# Used 2017-2018 model S



## Gracef (2 mo ago)

I am seriously considering buying a used Tesla S. I can only afford one that would be 2017-2018 and hope it will have between 40,000 and 50,000 miles. Can anyone give me advice as to reliability and battery life? Thank you all! Grace in Charlotte, NC.


----------



## lostsurfer47 (2 mo ago)

Hi Grace,

I just picked up my 2018 Model S with about 40k Miles. I absolutely love it. I think the key to extending the range in the battery on these is how you drive it. I was driving it on the heavier side in the beginning and found myself charging quite a bit. If you are able to not step on it and drive at normal speeds I haven't had any problems. 70 MPH is the sweet spot on the highway. Another key factor is the regenerative breaking, I originally had mine on a lower setting. After I switched it back to normal I noticed my range went up some more. I do still charge once a day but Im trying to keep the battery between 20-80% at all times. I haven't had any range / charge anxiety.


----------



## Gracef (2 mo ago)

lostsurfer47 said:


> Hi Grace,
> 
> I just picked up my 2018 Model S with about 40k Miles. I absolutely love it. I think the key to extending the range in the battery on these is how you drive it. I was driving it on the heavier side in the beginning and found myself charging quite a bit. If you are able to not step on it and drive at normal speeds I haven't had any problems. 70 MPH is the sweet spot on the highway. Another key factor is the regenerative breaking, I originally had mine on a lower setting. After I switched it back to normal I noticed my range went up some more. I do still charge once a day but Im trying to keep the battery between 20-80% at all times. I haven't had any range / charge anxiety.

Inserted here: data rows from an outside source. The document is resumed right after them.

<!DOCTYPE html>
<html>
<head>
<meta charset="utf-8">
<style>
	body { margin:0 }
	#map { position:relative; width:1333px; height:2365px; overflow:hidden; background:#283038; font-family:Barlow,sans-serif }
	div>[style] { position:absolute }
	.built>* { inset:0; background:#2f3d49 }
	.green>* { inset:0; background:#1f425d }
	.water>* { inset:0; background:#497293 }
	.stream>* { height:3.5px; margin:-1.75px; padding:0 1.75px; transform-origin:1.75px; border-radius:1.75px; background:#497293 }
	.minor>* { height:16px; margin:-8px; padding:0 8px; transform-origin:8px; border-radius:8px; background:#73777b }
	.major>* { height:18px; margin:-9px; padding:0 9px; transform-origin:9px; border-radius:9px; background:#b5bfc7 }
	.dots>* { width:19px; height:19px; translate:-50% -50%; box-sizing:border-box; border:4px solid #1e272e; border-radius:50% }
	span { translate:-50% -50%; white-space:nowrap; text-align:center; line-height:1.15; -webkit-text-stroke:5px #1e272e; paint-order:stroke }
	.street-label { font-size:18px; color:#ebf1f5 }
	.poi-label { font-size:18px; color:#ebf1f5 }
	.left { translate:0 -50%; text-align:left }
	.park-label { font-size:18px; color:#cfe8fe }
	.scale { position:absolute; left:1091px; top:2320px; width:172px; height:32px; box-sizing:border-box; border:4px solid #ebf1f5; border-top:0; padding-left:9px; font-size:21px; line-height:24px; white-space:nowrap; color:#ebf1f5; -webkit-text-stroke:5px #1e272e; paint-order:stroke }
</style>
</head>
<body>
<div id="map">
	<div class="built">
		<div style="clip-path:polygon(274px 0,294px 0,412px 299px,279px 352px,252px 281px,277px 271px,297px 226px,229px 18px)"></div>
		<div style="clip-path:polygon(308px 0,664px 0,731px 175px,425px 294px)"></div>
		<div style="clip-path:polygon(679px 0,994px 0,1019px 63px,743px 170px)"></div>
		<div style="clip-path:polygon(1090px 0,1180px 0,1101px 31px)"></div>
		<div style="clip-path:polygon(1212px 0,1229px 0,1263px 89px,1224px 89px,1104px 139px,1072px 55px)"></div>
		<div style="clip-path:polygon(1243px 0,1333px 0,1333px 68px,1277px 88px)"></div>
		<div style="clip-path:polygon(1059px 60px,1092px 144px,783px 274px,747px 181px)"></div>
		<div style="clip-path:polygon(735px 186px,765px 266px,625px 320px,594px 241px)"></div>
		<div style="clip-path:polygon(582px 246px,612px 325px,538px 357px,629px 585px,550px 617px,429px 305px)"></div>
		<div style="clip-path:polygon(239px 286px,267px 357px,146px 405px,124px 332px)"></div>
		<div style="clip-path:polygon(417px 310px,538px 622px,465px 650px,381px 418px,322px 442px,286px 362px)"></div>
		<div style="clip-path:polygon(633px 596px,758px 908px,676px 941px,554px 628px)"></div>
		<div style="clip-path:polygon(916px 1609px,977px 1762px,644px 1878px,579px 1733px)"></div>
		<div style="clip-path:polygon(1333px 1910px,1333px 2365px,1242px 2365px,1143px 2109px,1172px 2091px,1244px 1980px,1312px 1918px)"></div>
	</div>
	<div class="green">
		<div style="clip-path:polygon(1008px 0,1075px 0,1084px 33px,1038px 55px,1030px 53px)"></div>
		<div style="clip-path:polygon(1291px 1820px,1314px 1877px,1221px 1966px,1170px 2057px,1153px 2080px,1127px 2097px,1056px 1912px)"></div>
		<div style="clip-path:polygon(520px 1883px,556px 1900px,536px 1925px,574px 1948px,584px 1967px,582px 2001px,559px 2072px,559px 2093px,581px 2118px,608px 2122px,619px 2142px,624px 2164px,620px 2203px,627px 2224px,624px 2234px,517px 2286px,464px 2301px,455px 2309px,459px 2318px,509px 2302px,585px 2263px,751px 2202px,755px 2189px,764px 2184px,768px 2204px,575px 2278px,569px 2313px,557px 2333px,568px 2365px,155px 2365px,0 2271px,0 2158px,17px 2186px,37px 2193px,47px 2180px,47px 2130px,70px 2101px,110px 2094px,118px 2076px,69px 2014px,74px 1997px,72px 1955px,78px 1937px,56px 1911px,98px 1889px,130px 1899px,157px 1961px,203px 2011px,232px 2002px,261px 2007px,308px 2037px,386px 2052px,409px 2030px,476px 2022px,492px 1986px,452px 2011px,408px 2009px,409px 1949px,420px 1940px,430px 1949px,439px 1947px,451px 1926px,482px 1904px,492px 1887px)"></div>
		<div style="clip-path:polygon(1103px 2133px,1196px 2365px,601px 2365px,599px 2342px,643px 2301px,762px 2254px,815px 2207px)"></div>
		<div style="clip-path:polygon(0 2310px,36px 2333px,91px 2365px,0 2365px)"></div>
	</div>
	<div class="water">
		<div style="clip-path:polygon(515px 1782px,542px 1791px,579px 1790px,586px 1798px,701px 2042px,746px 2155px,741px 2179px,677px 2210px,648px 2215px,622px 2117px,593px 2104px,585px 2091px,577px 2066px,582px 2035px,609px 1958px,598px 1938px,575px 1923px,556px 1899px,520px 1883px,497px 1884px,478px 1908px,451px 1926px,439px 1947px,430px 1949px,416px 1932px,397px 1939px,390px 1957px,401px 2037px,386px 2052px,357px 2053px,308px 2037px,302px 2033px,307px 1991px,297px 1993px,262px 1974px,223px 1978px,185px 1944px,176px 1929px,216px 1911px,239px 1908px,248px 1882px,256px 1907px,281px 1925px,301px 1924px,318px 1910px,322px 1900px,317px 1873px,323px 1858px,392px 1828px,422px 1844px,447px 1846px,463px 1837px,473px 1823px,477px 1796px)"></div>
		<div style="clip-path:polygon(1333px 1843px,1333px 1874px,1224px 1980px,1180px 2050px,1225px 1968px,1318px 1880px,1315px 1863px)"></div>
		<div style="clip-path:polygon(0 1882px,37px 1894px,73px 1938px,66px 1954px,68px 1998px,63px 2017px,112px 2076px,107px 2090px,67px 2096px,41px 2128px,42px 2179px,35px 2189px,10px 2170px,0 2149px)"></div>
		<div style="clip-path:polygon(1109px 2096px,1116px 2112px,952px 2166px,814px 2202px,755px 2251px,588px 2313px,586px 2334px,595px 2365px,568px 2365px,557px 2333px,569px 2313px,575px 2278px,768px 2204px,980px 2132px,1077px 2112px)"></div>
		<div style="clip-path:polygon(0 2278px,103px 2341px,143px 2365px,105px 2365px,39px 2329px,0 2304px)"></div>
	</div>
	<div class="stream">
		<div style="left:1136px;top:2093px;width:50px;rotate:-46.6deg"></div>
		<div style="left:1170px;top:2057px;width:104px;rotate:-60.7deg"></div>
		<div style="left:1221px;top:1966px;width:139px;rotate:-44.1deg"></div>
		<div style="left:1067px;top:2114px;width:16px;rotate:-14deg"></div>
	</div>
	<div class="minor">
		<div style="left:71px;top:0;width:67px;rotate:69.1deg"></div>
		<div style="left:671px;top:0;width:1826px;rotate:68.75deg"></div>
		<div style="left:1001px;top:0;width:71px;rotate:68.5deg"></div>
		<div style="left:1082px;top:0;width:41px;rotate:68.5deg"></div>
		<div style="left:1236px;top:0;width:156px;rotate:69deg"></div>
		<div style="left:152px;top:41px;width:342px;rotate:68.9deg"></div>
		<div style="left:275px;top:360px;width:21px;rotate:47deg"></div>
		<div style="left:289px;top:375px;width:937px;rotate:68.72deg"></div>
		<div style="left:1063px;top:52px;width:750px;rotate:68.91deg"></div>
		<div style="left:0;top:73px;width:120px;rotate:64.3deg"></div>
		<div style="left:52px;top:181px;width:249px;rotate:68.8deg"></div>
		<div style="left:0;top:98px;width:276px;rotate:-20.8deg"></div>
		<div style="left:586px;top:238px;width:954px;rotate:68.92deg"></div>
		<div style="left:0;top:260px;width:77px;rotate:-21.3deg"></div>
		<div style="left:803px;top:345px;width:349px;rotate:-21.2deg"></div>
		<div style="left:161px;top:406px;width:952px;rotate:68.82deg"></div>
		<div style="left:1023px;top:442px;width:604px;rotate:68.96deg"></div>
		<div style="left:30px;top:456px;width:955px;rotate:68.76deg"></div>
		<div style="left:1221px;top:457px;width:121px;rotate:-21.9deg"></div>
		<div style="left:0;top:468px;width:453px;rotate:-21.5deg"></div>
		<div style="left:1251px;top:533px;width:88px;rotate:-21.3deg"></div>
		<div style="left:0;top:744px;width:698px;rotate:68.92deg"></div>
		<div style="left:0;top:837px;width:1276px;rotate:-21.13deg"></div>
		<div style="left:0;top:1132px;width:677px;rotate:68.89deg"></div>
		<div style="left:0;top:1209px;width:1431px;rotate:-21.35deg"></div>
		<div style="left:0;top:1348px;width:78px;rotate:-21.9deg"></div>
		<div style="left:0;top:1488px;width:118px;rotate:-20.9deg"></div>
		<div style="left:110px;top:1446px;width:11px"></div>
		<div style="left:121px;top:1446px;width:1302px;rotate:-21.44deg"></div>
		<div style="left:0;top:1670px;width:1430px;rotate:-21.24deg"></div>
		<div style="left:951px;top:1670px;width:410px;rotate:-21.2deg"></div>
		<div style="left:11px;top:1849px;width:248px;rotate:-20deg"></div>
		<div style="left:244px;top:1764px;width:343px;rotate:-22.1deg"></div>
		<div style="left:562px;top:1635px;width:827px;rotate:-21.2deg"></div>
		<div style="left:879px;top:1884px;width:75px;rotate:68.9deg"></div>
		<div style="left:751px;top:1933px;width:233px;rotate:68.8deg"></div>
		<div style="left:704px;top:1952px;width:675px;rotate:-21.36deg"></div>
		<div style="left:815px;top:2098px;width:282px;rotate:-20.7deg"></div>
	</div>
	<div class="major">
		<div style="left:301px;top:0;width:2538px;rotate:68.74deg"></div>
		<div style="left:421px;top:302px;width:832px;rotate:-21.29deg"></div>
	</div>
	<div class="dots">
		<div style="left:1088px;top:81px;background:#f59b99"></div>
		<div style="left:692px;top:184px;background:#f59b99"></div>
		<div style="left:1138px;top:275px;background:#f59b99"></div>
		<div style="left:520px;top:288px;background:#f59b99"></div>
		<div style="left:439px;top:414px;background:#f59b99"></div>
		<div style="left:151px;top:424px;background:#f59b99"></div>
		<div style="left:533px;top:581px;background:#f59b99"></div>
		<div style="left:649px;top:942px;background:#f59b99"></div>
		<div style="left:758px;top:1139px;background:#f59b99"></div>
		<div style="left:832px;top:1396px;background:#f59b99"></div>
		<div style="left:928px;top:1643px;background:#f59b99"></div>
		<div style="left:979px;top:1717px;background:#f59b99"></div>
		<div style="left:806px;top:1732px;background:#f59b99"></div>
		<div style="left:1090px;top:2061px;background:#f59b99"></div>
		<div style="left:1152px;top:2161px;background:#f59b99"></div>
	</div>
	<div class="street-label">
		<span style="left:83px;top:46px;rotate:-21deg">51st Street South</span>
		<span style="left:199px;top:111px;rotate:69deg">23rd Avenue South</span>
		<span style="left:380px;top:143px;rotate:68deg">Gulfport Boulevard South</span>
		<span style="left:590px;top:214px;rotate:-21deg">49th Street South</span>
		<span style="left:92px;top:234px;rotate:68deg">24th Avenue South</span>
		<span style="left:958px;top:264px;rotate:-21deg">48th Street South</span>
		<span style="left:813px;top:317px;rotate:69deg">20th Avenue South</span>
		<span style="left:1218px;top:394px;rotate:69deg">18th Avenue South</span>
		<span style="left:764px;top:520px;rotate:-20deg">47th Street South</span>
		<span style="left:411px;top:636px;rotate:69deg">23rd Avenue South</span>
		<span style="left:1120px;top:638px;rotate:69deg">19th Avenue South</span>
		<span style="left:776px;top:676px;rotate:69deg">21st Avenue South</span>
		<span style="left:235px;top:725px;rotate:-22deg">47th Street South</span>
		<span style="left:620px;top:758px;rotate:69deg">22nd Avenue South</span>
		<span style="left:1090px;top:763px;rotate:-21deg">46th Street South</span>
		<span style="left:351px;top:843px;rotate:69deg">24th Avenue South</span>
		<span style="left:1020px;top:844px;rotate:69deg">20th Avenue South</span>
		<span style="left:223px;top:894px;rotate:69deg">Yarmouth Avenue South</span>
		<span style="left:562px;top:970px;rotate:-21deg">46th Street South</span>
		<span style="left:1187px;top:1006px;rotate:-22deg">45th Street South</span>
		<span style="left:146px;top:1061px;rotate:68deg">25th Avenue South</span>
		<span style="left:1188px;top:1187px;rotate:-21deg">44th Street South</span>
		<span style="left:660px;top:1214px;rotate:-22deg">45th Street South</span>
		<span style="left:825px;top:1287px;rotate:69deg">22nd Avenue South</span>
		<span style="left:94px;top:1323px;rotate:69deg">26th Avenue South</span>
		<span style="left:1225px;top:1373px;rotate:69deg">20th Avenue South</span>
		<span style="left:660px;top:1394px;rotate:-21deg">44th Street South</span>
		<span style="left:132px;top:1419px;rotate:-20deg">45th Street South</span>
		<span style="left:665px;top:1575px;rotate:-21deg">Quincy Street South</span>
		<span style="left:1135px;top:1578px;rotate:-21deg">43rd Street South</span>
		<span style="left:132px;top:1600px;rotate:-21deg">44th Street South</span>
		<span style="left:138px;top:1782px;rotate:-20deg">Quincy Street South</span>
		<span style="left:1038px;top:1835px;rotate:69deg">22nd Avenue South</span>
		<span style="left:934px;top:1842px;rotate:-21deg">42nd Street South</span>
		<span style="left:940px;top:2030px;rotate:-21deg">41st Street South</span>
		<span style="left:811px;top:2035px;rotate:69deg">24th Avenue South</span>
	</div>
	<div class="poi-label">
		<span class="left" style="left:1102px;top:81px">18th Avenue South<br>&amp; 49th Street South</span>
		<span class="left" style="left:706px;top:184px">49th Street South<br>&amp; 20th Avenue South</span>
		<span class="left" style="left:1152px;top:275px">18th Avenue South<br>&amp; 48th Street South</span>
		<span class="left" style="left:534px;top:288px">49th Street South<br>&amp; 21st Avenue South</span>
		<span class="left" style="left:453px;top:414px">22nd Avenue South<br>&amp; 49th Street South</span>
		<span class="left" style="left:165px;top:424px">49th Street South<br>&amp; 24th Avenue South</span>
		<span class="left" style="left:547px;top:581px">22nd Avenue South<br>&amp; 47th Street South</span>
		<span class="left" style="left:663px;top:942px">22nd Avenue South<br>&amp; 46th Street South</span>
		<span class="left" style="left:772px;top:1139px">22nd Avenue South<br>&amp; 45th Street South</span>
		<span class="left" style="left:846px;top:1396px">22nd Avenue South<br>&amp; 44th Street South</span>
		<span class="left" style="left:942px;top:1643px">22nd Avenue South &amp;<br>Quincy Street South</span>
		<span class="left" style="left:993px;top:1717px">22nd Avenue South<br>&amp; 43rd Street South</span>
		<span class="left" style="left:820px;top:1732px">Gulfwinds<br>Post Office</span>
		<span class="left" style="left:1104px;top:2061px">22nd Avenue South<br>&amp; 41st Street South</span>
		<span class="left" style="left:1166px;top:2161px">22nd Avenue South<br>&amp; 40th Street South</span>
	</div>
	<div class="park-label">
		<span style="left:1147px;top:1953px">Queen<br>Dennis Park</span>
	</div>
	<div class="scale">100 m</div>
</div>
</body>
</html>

Thank you for your recommendation. I am a bit of a lead foot. Lol. I have a supercharged Jaguar. But, I will try to drive a little more sensibly. I only travel like 12 miles a day for work so I believe I don’t need to plug it in everyday. Is that right? When you talk about brakes do you mean when the car breaks for you? That sounds scary to me. But I guess I Have to get used to it. I am looking at a 2018 model S 100 D tomorrow. Im so excited.


----------



## lostsurfer47 (2 mo ago)

Gracef said:


> Thank you for your recommendation. I am a bit of a lead foot. Lol. I have a supercharged Jaguar. But, I will try to drive a little more sensibly. I only travel like 12 miles a day for work so I believe I don’t need to plug it in everyday. Is that right? When you talk about brakes do you mean when the car breaks for you? That sounds scary to me. But I guess I Have to get used to it. I am looking at a 2018 model S 100 D tomorrow. Im so excited.


With only 12 mile per day you wont have to charge very often. You could definitely get away with trickle charging overnight and likely never need to hit a supercharger except for extended trips. 

The regen takes some getting used to but yes. Essentially the regen breaks converts the vehicle’s kinetic energy into chemical energy stored in the battery. Which therefore extends your overall range. Performs best in city driving. 

Its a big part of range but also plays a key role in safety.


----------